- **WORK REQUIRED**: Starting at the top of the entries below, set down each line exactly as written, and stop after the line containing "Read this map".

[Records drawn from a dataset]
Start of Block
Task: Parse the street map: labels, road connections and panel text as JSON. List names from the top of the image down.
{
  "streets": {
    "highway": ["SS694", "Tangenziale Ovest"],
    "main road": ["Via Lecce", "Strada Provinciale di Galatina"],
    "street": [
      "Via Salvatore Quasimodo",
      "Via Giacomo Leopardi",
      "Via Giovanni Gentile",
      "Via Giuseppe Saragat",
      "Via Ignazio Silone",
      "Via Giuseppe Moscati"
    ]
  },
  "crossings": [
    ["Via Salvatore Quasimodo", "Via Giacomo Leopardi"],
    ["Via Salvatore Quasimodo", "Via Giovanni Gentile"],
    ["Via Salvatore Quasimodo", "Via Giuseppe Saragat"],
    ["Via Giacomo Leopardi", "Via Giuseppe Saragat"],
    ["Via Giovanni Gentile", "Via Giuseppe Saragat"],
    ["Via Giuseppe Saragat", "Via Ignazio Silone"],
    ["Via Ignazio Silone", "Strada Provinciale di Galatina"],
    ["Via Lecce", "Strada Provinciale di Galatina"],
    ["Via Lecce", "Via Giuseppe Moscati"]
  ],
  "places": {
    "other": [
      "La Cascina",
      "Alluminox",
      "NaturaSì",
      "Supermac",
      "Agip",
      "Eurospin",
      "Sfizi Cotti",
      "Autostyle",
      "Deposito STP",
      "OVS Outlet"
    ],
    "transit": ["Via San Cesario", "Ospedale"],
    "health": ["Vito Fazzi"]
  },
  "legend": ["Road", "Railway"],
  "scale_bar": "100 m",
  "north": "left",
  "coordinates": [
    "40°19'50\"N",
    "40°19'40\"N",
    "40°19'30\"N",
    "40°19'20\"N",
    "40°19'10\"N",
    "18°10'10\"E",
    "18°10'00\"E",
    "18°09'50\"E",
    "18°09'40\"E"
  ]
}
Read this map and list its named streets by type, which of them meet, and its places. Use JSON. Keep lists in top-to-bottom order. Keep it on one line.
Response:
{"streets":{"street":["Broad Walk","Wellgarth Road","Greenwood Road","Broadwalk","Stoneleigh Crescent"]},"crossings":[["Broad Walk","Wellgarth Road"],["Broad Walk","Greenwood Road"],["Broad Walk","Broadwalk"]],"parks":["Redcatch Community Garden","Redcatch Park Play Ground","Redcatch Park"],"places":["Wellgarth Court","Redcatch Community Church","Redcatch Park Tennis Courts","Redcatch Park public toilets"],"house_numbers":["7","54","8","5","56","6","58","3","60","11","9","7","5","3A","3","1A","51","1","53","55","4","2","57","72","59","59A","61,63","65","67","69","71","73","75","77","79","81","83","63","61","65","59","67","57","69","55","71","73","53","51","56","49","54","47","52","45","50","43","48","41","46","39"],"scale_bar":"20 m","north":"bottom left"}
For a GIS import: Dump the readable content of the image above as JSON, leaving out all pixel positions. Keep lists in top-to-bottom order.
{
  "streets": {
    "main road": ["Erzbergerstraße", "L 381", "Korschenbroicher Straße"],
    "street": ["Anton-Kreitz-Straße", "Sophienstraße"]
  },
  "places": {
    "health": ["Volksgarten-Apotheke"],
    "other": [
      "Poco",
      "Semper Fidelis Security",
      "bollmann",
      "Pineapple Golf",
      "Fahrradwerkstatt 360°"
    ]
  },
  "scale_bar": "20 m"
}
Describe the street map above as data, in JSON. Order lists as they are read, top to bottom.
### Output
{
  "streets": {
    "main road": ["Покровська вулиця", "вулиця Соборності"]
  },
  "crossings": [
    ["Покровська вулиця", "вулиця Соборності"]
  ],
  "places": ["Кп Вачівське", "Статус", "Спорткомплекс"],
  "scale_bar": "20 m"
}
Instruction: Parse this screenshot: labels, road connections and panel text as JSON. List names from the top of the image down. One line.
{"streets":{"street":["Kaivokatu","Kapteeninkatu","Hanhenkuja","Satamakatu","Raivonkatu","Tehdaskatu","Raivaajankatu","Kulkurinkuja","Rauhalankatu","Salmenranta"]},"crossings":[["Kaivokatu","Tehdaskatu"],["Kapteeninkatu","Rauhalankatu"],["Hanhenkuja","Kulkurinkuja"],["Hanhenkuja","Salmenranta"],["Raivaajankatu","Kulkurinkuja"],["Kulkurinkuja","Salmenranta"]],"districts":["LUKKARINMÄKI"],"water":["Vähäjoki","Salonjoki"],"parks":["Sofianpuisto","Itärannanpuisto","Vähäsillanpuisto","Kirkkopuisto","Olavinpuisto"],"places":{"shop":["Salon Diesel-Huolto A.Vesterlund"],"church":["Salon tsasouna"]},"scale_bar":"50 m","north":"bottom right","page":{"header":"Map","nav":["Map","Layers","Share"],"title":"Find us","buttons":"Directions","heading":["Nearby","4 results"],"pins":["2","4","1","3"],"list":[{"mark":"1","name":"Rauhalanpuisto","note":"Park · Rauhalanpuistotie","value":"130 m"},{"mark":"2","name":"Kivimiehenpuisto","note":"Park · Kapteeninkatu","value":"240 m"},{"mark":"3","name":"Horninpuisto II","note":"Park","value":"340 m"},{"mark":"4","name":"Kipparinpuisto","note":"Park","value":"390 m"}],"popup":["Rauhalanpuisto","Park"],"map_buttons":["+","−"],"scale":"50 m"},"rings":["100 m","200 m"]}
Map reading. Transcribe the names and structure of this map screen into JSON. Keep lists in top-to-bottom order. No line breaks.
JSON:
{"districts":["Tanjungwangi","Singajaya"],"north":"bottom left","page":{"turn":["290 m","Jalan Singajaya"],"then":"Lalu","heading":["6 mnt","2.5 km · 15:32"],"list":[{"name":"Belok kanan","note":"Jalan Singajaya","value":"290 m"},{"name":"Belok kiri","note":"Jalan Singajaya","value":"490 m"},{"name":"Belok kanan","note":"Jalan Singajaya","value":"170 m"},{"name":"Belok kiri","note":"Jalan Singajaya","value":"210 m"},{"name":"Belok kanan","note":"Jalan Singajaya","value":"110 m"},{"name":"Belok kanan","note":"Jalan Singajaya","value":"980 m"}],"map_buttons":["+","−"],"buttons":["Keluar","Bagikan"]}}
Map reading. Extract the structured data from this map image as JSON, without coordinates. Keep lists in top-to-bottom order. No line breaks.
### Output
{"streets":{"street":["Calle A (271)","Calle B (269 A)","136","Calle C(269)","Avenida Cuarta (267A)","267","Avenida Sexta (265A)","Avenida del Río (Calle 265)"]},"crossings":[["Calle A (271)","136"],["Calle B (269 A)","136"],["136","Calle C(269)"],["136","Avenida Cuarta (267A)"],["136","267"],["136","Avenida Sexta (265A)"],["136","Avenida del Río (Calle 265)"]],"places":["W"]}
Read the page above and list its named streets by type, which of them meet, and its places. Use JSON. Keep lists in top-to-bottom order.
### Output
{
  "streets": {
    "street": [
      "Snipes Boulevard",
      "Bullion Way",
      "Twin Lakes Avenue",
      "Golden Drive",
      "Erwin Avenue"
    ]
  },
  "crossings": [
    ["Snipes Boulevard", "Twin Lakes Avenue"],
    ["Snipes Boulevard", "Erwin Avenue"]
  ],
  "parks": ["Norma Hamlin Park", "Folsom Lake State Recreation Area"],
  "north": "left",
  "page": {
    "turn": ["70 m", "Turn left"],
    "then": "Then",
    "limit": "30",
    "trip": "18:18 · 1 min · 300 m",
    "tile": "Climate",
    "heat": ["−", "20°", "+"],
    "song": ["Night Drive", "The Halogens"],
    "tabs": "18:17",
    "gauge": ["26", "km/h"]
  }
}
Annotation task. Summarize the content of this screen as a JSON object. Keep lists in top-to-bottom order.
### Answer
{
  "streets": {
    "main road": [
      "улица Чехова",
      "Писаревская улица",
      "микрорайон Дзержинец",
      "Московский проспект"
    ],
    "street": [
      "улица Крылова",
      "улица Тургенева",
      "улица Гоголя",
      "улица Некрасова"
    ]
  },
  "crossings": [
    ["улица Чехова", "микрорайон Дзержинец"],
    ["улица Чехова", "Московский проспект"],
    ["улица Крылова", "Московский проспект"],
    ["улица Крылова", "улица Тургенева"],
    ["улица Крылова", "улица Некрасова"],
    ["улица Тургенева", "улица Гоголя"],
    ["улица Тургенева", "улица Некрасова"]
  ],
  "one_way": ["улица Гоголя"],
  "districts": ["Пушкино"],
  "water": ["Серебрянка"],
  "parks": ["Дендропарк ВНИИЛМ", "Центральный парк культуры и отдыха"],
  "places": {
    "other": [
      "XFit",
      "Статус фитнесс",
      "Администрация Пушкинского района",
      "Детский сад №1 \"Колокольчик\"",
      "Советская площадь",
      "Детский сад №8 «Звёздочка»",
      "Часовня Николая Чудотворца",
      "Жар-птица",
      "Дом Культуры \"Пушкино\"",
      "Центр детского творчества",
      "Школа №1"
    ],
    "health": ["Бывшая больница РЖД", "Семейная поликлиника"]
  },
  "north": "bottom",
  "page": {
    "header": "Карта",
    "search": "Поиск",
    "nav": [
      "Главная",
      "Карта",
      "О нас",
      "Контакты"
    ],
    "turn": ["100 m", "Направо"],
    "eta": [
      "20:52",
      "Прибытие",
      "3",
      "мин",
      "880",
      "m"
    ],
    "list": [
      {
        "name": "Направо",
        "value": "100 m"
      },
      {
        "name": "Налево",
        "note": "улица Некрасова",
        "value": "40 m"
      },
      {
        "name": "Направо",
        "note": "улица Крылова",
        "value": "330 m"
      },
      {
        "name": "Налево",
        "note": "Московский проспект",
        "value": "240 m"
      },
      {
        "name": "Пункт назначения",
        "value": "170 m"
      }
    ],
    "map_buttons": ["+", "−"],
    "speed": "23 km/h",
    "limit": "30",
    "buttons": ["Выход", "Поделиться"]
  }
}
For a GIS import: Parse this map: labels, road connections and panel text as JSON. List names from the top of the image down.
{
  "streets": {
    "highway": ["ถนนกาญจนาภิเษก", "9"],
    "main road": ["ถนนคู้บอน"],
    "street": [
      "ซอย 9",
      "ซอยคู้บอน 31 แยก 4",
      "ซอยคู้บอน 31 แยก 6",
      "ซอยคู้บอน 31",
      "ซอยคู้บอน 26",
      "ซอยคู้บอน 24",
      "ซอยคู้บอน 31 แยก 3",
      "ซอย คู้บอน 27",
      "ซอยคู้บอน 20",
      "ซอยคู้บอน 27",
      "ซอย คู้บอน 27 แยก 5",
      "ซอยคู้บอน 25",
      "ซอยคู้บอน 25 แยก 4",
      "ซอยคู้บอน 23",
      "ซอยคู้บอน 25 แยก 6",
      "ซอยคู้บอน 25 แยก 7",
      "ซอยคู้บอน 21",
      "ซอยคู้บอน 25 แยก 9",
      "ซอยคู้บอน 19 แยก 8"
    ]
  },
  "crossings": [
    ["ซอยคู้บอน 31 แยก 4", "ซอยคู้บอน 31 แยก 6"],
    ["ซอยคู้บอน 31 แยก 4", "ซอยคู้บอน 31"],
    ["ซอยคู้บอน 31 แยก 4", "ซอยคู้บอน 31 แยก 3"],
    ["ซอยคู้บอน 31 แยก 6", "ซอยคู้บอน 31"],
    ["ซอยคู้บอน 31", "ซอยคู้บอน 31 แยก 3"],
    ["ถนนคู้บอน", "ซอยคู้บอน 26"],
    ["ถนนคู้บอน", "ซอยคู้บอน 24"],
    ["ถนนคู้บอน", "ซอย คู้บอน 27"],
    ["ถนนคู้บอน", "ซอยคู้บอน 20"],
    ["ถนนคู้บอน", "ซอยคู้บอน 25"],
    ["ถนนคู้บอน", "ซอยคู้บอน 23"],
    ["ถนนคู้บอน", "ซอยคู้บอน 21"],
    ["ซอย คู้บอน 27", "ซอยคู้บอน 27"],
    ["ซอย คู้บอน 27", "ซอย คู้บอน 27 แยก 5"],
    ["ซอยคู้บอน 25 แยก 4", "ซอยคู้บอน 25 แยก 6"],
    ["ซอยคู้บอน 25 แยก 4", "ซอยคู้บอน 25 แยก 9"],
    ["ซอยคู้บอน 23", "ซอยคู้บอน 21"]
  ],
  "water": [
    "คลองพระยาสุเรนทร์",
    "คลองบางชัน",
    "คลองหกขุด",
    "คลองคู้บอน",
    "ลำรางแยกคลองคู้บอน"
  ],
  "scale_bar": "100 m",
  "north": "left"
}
End of Block
- **TASK ANSWER**:
Task: Parse the street map: labels, road connections and panel text as JSON. List names from the top of the image down.
{
  "streets": {
    "highway": ["SS694", "Tangenziale Ovest"],
    "main road": ["Via Lecce", "Strada Provinciale di Galatina"],
    "street": [
      "Via Salvatore Quasimodo",
      "Via Giacomo Leopardi",
      "Via Giovanni Gentile",
      "Via Giuseppe Saragat",
      "Via Ignazio Silone",
      "Via Giuseppe Moscati"
    ]
  },
  "crossings": [
    ["Via Salvatore Quasimodo", "Via Giacomo Leopardi"],
    ["Via Salvatore Quasimodo", "Via Giovanni Gentile"],
    ["Via Salvatore Quasimodo", "Via Giuseppe Saragat"],
    ["Via Giacomo Leopardi", "Via Giuseppe Saragat"],
    ["Via Giovanni Gentile", "Via Giuseppe Saragat"],
    ["Via Giuseppe Saragat", "Via Ignazio Silone"],
    ["Via Ignazio Silone", "Strada Provinciale di Galatina"],
    ["Via Lecce", "Strada Provinciale di Galatina"],
    ["Via Lecce", "Via Giuseppe Moscati"]
  ],
  "places": {
    "other": [
      "La Cascina",
      "Alluminox",
      "NaturaSì",
      "Supermac",
      "Agip",
      "Eurospin",
      "Sfizi Cotti",
      "Autostyle",
      "Deposito STP",
      "OVS Outlet"
    ],
    "transit": ["Via San Cesario", "Ospedale"],
    "health": ["Vito Fazzi"]
  },
  "legend": ["Road", "Railway"],
  "scale_bar": "100 m",
  "north": "left",
  "coordinates": [
    "40°19'50\"N",
    "40°19'40\"N",
    "40°19'30\"N",
    "40°19'20\"N",
    "40°19'10\"N",
    "18°10'10\"E",
    "18°10'00\"E",
    "18°09'50\"E",
    "18°09'40\"E"
  ]
}
Read this map and list its named streets by type, which of them meet, and its places. Use JSON. Keep lists in top-to-bottom order. Keep it on one line.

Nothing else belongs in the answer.